(Items listed in a dataset)
▬▬▬▬▬▬▬▬▬▬

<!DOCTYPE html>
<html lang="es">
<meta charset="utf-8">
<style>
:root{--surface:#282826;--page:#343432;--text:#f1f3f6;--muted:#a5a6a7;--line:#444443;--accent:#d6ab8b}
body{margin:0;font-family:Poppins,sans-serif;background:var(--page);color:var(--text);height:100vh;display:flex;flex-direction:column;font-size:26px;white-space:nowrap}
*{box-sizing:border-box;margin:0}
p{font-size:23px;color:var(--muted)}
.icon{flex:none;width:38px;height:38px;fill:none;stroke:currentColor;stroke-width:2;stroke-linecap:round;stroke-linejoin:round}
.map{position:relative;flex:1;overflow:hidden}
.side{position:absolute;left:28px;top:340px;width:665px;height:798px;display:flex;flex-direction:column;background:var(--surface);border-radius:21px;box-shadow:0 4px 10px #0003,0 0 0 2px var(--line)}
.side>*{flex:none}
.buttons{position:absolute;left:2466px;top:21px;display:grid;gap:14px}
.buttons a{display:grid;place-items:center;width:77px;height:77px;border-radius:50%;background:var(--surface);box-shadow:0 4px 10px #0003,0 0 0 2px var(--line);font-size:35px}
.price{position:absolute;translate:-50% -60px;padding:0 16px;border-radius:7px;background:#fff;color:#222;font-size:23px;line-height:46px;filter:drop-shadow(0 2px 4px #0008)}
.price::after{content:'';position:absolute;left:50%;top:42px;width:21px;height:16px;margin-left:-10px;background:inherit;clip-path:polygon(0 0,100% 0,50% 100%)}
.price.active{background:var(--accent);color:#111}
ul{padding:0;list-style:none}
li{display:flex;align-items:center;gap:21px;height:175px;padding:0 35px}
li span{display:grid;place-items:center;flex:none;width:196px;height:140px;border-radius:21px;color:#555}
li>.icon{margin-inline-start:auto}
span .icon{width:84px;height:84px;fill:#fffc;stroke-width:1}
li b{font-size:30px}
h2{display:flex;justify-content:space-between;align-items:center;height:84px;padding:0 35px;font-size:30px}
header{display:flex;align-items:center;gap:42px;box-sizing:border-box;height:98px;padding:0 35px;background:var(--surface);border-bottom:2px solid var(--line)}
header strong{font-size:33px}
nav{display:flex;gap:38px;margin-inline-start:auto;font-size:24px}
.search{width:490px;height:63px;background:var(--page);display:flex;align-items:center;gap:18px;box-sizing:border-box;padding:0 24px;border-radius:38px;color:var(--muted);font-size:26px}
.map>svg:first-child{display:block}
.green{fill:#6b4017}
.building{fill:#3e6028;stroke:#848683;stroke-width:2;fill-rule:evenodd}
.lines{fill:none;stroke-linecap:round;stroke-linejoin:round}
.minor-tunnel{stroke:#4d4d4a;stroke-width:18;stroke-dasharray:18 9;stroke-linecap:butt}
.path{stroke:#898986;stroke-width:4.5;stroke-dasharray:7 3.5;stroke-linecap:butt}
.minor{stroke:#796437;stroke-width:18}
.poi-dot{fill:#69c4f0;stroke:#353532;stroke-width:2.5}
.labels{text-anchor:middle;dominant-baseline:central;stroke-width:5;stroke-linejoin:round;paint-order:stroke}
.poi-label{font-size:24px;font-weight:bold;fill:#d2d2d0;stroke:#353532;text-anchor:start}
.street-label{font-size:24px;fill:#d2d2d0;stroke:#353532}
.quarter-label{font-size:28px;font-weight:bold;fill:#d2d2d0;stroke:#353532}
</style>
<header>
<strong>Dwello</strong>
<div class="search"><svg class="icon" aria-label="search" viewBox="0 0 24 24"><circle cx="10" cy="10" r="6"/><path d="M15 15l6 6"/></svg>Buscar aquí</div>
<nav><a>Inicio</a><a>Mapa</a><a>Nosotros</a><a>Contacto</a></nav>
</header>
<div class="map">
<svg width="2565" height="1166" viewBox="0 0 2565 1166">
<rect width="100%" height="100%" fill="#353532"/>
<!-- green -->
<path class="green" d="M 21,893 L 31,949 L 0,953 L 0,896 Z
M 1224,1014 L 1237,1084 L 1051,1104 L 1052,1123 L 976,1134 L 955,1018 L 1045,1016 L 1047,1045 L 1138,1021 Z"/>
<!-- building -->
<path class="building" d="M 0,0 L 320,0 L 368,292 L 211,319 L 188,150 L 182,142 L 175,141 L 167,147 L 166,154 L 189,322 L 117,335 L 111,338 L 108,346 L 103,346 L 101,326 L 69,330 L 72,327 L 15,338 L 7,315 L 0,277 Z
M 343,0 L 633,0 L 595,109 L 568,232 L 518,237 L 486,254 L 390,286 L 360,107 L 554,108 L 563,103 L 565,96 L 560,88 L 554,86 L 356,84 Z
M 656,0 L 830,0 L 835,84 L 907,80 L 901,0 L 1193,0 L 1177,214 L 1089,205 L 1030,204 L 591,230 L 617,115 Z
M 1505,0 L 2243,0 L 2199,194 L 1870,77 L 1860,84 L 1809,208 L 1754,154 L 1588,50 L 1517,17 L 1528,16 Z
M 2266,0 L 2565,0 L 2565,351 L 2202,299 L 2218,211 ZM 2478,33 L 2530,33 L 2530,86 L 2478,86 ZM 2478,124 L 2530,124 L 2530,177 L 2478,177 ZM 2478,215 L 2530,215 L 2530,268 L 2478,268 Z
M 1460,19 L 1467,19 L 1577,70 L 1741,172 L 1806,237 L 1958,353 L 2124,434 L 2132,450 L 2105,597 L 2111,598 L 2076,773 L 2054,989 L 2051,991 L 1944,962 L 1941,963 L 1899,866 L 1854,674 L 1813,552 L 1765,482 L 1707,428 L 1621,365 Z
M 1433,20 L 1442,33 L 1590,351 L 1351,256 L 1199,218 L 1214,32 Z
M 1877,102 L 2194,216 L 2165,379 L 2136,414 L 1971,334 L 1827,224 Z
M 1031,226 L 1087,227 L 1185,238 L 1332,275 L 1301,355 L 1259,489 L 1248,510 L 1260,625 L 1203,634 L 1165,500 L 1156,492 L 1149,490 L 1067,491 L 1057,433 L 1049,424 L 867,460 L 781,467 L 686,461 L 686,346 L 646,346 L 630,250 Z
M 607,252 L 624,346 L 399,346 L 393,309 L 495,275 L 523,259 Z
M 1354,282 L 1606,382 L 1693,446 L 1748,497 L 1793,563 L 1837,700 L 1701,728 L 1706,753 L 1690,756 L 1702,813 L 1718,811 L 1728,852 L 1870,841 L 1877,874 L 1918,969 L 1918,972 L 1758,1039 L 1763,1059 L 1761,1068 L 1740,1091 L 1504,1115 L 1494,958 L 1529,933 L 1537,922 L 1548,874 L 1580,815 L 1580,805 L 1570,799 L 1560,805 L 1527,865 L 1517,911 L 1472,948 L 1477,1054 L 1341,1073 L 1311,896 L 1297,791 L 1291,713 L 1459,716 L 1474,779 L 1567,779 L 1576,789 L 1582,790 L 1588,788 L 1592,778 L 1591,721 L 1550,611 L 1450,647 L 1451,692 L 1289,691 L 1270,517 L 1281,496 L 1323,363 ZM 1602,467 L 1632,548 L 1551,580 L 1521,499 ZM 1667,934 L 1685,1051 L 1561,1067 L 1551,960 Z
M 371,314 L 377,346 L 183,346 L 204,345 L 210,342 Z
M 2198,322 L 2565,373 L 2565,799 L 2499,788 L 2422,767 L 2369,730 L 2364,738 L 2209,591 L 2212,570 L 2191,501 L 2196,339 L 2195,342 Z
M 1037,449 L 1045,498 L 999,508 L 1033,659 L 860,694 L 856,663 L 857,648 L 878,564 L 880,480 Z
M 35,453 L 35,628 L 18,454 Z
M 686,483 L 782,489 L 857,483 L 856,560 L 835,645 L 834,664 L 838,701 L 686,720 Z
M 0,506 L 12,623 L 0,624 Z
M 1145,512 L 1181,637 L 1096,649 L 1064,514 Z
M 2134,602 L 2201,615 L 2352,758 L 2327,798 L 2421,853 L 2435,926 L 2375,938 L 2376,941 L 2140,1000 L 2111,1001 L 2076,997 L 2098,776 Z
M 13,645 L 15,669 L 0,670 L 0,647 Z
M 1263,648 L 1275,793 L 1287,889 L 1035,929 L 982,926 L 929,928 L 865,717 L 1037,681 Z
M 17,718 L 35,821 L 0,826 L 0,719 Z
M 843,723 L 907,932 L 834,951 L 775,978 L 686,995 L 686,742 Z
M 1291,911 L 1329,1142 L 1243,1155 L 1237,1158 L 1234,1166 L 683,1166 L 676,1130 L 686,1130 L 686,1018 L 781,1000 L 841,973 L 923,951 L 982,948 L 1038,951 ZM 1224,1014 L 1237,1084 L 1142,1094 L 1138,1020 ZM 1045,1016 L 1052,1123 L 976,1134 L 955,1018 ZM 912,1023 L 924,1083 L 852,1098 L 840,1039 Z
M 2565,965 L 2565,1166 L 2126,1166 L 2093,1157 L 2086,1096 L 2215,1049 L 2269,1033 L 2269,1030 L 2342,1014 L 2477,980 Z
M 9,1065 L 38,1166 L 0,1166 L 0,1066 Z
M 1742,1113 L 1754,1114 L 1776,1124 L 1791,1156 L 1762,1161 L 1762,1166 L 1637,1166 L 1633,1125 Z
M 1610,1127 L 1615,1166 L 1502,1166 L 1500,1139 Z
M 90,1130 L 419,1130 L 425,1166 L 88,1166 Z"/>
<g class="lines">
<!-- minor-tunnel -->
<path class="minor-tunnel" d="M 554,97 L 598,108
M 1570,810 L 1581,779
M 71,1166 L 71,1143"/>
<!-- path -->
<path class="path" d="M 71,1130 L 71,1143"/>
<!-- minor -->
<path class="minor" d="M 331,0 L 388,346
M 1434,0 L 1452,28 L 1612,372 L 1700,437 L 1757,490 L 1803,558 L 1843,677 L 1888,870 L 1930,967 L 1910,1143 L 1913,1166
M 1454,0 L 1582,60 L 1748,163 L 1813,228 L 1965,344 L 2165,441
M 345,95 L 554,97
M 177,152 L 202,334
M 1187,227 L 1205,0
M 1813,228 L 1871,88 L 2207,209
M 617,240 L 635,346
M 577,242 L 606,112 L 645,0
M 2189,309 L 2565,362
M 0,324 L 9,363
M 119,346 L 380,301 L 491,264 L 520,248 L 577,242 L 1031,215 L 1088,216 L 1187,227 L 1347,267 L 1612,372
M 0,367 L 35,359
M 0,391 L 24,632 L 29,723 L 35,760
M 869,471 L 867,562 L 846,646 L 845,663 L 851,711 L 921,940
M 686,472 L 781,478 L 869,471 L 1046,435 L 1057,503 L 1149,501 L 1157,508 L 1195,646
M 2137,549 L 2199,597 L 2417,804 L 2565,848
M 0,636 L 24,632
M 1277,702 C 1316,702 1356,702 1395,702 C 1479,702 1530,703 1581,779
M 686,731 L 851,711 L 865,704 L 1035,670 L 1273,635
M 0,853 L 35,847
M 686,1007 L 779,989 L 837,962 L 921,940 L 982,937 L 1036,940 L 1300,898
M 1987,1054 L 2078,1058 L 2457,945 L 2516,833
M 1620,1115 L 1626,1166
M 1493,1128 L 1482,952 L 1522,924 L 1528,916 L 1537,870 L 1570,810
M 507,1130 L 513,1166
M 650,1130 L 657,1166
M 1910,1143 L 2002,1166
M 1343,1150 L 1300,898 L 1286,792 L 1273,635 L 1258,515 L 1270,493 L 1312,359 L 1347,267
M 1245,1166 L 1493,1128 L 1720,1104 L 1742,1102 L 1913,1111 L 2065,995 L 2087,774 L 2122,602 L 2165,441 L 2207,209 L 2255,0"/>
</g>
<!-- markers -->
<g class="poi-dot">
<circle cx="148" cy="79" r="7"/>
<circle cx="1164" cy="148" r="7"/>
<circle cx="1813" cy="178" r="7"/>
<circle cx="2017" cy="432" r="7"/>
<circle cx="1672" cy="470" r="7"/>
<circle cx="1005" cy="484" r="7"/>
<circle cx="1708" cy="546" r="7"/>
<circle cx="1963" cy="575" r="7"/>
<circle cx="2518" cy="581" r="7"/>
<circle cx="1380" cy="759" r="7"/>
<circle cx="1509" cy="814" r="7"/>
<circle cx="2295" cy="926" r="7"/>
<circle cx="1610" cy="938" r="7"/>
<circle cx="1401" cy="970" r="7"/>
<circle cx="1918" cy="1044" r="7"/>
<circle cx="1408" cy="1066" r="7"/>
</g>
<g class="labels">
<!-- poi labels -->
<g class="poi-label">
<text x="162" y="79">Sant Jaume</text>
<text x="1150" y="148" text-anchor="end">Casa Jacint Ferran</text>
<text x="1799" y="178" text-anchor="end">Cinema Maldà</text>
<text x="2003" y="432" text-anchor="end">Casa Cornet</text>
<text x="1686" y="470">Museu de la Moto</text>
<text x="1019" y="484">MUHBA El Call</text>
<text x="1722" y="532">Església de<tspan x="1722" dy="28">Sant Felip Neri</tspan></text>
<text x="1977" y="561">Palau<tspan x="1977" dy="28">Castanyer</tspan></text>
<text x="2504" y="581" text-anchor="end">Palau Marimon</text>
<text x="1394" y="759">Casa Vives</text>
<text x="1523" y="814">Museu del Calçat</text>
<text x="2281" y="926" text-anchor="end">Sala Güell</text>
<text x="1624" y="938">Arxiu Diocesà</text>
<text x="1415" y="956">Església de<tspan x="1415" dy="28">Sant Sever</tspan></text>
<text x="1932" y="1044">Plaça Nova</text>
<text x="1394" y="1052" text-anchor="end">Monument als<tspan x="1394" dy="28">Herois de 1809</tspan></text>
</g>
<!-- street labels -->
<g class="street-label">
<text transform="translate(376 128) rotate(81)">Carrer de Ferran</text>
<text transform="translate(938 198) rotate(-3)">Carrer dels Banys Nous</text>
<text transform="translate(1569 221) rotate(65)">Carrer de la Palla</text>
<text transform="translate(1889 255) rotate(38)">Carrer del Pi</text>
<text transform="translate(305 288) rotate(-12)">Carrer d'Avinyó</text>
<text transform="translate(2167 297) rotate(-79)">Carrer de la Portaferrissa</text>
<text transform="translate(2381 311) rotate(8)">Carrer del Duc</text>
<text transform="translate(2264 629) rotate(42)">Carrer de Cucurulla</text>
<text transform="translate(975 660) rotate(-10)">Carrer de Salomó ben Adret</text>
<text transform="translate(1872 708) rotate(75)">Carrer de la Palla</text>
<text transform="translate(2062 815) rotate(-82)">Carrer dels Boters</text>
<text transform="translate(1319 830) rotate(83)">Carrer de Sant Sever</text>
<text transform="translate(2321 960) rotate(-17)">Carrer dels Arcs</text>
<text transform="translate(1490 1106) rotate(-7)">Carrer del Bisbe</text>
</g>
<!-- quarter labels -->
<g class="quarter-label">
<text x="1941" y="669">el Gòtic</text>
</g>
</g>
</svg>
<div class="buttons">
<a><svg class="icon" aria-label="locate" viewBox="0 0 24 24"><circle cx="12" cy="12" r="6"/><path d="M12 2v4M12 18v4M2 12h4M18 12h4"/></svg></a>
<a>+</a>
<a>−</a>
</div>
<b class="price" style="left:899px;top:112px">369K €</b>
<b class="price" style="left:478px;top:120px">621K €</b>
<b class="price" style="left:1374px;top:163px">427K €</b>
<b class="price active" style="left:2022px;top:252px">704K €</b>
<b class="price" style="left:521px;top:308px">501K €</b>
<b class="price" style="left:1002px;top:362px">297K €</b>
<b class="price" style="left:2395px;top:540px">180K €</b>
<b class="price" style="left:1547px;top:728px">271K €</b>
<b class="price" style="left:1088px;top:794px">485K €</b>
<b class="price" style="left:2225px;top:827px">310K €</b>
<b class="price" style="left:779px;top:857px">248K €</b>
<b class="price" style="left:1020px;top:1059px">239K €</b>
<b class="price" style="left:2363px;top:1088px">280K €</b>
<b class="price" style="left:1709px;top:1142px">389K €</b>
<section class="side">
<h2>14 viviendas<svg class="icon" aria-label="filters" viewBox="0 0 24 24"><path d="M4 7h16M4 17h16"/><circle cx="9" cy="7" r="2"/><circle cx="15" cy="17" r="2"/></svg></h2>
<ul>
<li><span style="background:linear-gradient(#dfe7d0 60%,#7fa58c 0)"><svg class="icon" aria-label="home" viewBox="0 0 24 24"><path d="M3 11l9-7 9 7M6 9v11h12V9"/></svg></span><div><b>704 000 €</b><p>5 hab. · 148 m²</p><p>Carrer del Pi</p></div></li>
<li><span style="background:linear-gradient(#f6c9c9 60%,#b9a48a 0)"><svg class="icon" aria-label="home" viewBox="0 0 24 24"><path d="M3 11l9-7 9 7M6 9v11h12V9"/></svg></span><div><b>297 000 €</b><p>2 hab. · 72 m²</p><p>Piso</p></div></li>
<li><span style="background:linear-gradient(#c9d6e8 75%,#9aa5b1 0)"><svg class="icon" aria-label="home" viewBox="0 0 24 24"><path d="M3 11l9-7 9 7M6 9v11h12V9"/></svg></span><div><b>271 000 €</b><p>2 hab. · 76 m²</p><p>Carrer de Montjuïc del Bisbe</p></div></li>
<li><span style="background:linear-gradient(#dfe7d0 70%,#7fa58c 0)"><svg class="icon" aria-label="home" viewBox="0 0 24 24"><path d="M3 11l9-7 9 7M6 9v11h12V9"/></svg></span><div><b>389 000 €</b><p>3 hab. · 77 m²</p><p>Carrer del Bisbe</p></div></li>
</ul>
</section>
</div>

▬▬▬▬▬▬▬▬▬▬

Each line of the data that has the string "linecap" counts once; give the total and nothing else.

4